Jeremy Hunt has outlined three core priorities for the governments budget.

Stability, growth and public services.

The chancellor confirmed the UK is now in recession.

The chancellor blamed global factors, especially the war in Ukraine which has prompted soaring energy and food costs.

Increase in tax for top earners

The chancellor has increased the amount of tax paid by the country’s highest earners. The top rate of tax will be brought down from £150,000 to £125,140. Those earning £150,000 or more will pay just over £1,200 more a year,” he says.

Capital Gains Tax allowances will be hit, currently UK tax payers receive a £12,300 annual allowance, by April 2023 this will be cut to £6,000 for the next fiscal year, and then once again cut to £3,000 from April 2024.

Dividend allowance is currently £2,000 per annum, this will be cut in April 2023 to £1,000 and once again in April 2024 to £500.

The Inheritance Tax rate will remain frozen until 2028

The Inheritance Tax rate was frozen until 2026, this will remain frozen until 2028.

Energy firms will pay a windfall tax until March 2028

The Chancellor confirmed that the energy industry will be pay an expanded windfall tax of 35% up from 25%.

There will also be a 40% tax on profits of older renewable and nuclear electricity generation companies.  

This will generate £14bn next year alone.

Motoring tax to be made “fairer” by Jeremy Hunt

With the rise of EVs the Chancellor has announced they will no longer be exempt from Vehicle Excise Duty from April 2025.

Spending squeeze on public services – excluding the NHS

Spending squeezes on public services have been confirmed.

Hunt keen to invest in eduction

Chancellor Jeremy Hunt stated that “being pro education is being pro-growth,” he went on to say it is a “moral mission” and not just a financial one.

Hunt “I will increase the NHS budget by £3.3bn over the next two years”

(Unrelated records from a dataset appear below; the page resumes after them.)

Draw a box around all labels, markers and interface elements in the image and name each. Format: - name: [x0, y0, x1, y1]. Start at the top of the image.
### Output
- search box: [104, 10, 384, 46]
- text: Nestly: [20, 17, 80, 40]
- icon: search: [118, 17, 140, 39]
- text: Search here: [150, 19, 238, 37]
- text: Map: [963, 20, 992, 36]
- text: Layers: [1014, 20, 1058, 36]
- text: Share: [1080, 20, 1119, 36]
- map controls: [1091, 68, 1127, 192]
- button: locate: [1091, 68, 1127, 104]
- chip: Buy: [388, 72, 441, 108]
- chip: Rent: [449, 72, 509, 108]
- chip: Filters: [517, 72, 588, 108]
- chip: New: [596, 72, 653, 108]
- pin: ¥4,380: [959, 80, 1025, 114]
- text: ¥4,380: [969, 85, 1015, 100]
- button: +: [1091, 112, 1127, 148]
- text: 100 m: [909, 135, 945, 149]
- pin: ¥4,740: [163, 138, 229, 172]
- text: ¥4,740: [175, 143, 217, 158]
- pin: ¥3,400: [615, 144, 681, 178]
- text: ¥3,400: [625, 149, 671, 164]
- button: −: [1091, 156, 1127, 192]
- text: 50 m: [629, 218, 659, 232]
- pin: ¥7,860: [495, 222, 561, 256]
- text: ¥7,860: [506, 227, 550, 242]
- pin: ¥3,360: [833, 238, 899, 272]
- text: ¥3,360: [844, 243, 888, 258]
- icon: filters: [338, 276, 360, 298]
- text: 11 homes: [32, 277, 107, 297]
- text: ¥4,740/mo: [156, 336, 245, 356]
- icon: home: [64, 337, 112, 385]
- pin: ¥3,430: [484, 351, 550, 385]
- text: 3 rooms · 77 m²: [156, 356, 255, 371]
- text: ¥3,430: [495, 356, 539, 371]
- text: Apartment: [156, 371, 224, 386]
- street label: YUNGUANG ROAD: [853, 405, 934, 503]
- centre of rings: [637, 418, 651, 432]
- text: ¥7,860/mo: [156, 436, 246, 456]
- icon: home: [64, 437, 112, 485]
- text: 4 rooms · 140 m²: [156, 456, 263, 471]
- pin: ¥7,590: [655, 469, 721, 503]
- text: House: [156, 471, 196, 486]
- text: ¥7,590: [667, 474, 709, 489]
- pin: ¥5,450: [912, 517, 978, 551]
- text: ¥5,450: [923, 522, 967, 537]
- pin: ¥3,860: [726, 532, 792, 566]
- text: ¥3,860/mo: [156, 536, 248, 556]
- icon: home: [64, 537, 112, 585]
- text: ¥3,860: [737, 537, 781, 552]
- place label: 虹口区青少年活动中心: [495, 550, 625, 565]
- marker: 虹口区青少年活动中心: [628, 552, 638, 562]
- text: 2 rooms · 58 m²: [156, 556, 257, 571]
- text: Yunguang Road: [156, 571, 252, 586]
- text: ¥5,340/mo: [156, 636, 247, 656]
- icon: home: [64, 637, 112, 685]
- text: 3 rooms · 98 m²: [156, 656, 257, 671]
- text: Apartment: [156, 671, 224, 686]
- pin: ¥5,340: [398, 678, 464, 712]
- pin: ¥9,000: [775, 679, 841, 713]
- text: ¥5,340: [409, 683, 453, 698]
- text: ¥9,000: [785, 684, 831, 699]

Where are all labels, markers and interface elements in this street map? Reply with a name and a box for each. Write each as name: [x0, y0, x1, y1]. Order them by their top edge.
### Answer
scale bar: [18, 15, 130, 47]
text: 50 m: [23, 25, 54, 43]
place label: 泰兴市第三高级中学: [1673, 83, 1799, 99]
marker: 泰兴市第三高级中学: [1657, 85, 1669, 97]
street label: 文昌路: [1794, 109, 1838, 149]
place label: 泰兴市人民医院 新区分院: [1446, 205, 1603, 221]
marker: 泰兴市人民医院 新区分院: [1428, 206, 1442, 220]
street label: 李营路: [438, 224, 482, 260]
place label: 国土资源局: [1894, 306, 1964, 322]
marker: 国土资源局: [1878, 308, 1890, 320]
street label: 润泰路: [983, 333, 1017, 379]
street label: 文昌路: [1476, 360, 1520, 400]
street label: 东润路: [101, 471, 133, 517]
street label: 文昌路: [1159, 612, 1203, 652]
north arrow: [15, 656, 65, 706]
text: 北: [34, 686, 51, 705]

The chancellor committed to providing the NHS with a greater amount of funding for the national health service.

The UK is going green

Hunt aims for a £28bn energy saving with the UK increasing energy efficiency, new funding has been announced of £6bn.

The UK will be building a new nuclear power plant in Suffolk to help tackle the energy crisis, which will cost £700 million.

Pension news

The government has maintained the Triple Lock system.

What is covered in the Autumn Statement?

As ever, the Treasury has remained tight-lipped about what will be in the Autumn Statement; however, there have been a number of hints dropped by Chancellor Jeremey Hunt.

Mr Hunt has publicly stated he intends to reduce the so-called fiscal black hole, which is the difference between what the government raises and spends. This indicates the new chancellor will be looking to increase certain taxes and cut spending with the aim of reducing the government’s deficit. 

What are we expecting to see in the Autumn statement?

There is an expectation that certain income tax thresholds will be frozen, which at first glance may appear to save the taxpayer money; however, with inflation and wage increases, this will result in higher tax bills for many.